This Month in the Ecosystem (February 2014)

Categories: Community Hadoop

Welcome to our sixth edition of “This Month in the Ecosystem,” a digest of highlights from February 2014 (never intended to be comprehensive; for completeness, see the excellent Hadoop Weekly).

February being a short month, the list is relatively short — but never confuse quantity with quality!

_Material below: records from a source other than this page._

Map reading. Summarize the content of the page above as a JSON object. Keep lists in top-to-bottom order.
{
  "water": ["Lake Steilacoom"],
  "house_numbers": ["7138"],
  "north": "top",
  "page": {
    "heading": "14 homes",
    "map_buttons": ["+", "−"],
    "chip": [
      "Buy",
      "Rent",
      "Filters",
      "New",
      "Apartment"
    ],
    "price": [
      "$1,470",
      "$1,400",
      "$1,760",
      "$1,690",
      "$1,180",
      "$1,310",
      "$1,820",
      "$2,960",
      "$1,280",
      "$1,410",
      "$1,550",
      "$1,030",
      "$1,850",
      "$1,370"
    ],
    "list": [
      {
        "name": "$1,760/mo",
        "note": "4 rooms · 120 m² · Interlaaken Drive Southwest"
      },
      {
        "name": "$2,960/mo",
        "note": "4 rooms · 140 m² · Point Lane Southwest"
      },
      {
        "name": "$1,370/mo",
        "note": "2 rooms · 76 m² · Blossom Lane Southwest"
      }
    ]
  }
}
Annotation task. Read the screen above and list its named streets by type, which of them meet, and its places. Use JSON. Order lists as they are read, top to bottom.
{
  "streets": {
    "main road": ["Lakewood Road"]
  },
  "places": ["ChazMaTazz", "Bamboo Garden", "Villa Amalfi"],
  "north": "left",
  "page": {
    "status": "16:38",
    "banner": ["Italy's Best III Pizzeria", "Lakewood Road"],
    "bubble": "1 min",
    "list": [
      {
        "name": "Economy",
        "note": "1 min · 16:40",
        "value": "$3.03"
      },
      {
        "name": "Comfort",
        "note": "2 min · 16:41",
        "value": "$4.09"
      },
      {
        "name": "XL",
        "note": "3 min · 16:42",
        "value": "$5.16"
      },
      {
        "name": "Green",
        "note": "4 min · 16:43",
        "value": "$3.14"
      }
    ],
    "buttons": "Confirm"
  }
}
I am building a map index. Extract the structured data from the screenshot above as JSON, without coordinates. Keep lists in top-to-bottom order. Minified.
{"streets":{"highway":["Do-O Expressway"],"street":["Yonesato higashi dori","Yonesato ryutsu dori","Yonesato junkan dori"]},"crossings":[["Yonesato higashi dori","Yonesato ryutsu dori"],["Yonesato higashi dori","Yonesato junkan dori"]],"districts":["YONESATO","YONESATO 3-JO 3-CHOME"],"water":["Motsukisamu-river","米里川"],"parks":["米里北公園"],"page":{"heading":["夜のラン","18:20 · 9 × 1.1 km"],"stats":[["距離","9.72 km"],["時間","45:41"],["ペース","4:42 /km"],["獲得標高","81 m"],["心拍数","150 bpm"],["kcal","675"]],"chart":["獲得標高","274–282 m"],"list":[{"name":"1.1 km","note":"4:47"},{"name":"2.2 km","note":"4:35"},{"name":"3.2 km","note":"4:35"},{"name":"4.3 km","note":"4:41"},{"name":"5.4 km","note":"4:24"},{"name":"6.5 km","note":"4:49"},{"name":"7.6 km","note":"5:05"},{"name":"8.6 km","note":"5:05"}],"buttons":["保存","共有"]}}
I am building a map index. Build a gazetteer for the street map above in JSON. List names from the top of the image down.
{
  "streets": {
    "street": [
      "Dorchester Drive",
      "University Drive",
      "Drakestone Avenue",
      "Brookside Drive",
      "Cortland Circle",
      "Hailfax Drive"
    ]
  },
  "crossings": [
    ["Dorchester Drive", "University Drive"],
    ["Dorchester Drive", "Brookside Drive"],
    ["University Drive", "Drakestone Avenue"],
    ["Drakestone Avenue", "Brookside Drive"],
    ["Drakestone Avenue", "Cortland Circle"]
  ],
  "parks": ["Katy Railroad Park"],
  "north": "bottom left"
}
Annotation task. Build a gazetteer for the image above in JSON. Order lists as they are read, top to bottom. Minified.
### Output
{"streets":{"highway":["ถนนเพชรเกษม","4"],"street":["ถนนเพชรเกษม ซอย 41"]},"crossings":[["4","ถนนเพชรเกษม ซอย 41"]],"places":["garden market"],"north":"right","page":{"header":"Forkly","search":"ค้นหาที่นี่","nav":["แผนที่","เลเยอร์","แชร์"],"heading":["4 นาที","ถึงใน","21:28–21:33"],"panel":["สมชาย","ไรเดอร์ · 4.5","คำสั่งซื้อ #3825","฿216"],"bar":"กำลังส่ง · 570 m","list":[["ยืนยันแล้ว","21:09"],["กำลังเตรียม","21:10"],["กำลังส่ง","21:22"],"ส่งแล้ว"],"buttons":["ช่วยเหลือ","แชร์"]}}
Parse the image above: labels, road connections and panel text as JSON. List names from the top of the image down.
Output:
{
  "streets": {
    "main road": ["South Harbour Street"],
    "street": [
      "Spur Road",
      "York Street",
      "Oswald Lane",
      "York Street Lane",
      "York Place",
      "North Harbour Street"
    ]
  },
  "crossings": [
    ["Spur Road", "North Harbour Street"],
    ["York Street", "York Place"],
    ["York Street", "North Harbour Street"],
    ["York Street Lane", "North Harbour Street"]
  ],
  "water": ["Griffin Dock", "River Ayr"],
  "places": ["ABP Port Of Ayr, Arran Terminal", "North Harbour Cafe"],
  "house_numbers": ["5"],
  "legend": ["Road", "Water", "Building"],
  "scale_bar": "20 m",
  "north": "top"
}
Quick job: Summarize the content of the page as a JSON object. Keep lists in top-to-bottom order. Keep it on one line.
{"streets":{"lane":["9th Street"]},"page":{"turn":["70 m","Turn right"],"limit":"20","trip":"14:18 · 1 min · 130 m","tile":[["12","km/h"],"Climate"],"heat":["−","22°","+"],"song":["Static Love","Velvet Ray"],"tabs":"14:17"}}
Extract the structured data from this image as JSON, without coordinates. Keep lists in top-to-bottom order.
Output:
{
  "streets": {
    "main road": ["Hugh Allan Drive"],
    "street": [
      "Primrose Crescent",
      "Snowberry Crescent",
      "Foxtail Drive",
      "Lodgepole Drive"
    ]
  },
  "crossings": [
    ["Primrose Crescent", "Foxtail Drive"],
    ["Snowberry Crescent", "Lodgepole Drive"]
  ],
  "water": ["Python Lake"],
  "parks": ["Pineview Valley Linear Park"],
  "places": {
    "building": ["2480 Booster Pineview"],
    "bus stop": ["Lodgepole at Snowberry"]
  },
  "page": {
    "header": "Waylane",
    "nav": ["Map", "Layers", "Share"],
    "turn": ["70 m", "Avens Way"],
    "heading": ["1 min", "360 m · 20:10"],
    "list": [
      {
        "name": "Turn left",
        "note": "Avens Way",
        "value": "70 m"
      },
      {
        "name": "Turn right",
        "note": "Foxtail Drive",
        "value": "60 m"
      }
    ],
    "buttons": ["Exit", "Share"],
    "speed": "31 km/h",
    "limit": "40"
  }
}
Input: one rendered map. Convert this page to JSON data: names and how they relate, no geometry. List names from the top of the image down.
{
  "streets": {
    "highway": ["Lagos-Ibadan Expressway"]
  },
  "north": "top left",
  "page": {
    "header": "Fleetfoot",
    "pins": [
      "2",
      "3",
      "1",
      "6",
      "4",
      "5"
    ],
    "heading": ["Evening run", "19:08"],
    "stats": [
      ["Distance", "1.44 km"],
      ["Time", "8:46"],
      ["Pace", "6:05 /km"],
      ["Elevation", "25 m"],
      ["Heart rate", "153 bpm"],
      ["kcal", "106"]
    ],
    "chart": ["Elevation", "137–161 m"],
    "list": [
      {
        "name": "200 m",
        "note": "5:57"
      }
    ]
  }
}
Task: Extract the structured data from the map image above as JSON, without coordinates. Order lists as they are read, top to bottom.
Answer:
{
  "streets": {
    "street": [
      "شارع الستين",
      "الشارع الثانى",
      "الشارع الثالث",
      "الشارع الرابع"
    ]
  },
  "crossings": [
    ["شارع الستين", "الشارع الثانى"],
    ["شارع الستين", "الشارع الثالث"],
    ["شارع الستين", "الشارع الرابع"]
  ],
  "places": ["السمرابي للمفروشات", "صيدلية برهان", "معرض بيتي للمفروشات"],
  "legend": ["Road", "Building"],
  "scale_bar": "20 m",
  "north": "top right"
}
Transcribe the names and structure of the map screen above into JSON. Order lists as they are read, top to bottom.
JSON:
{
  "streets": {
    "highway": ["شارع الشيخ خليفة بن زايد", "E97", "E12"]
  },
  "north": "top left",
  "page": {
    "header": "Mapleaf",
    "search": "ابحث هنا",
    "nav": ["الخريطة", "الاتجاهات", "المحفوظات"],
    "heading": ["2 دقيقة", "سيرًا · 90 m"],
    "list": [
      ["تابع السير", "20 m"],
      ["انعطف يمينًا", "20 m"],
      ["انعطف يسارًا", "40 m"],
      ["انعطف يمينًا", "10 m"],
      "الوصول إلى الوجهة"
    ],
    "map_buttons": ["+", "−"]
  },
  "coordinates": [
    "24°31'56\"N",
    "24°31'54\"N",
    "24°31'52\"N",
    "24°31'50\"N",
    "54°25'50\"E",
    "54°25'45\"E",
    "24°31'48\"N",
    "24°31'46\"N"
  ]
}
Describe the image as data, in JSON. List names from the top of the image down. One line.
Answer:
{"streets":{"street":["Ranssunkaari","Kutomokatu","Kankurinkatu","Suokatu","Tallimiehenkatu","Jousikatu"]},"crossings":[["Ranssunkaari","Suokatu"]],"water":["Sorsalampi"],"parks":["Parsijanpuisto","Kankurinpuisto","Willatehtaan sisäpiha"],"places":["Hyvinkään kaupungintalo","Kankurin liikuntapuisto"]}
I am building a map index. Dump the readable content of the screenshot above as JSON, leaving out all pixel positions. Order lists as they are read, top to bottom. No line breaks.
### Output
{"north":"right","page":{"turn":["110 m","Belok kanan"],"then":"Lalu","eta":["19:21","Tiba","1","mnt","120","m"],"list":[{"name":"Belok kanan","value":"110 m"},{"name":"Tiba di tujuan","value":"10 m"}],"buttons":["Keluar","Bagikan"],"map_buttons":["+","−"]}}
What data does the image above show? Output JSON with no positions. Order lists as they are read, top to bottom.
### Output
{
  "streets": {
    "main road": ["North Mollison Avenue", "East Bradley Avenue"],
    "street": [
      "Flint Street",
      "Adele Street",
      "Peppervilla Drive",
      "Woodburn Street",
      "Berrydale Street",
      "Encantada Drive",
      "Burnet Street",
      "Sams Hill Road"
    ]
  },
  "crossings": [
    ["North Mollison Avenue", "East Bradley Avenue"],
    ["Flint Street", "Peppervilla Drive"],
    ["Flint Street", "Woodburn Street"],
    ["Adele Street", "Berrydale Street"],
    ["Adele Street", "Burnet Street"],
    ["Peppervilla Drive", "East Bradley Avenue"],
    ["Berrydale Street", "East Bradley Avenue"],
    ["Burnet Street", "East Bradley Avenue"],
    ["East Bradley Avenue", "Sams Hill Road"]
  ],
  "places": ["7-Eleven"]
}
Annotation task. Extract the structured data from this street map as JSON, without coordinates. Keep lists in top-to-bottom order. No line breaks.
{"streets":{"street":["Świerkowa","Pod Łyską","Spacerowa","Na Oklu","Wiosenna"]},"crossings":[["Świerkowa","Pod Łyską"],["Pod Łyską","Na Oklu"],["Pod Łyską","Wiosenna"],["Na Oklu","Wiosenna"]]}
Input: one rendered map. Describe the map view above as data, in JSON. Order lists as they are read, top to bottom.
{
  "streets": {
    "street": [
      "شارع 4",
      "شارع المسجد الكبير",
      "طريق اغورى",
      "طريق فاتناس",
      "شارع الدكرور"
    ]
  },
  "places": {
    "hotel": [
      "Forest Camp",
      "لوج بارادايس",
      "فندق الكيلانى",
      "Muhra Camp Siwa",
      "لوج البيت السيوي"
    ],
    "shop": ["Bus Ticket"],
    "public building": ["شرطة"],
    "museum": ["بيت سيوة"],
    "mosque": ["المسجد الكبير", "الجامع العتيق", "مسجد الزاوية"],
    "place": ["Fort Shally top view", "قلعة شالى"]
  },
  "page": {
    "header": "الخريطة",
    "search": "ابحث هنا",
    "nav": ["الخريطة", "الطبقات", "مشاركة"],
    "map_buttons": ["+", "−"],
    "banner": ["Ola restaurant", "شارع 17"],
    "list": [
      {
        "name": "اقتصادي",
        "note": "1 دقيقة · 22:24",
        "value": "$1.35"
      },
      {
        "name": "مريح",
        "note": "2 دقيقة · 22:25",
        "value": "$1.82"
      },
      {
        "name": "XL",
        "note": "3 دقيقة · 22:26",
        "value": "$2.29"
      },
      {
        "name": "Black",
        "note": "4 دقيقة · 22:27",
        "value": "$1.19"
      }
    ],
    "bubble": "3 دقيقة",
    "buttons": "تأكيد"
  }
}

  • Hadoop 2.3.0 was released — with HDFS caching among the most prominent new features. (The imminent Cloudera Enterprise 5 GA release will be based on 2.3.0.)
  • Apache Spark graduated into a Top Level Project. Congrats to Sparkies everywhere!
  • Native support for Parquet, the open source, general-purpose columnar storage format for Apache Hadoop (co-founded by Cloudera and Twitter), became official in Apache Hive. Parquet is well on its way to becoming an ecosystem standard, with support now available in Impala, Hive, Spark, Apache Pig, Apache Crunch, Cascading, and more to come.
  • The speakers and schedule for ApacheCon 2014 (April 7-9, in Denver) were announced. Clouderans representing the Hadoop ecosystem include Jarek Jarcec Cecho, Abe Elmahrek, Colin McCabe, Sean Mackrory, Mark Miller, Brock Noland, and Hari Shreedharan.
  • Apache HBase 0.98.0 was released. Some nice security sugar in there.

That’s all for this month, folks!

Justin Kestelyn is Cloudera’s developer outreach director.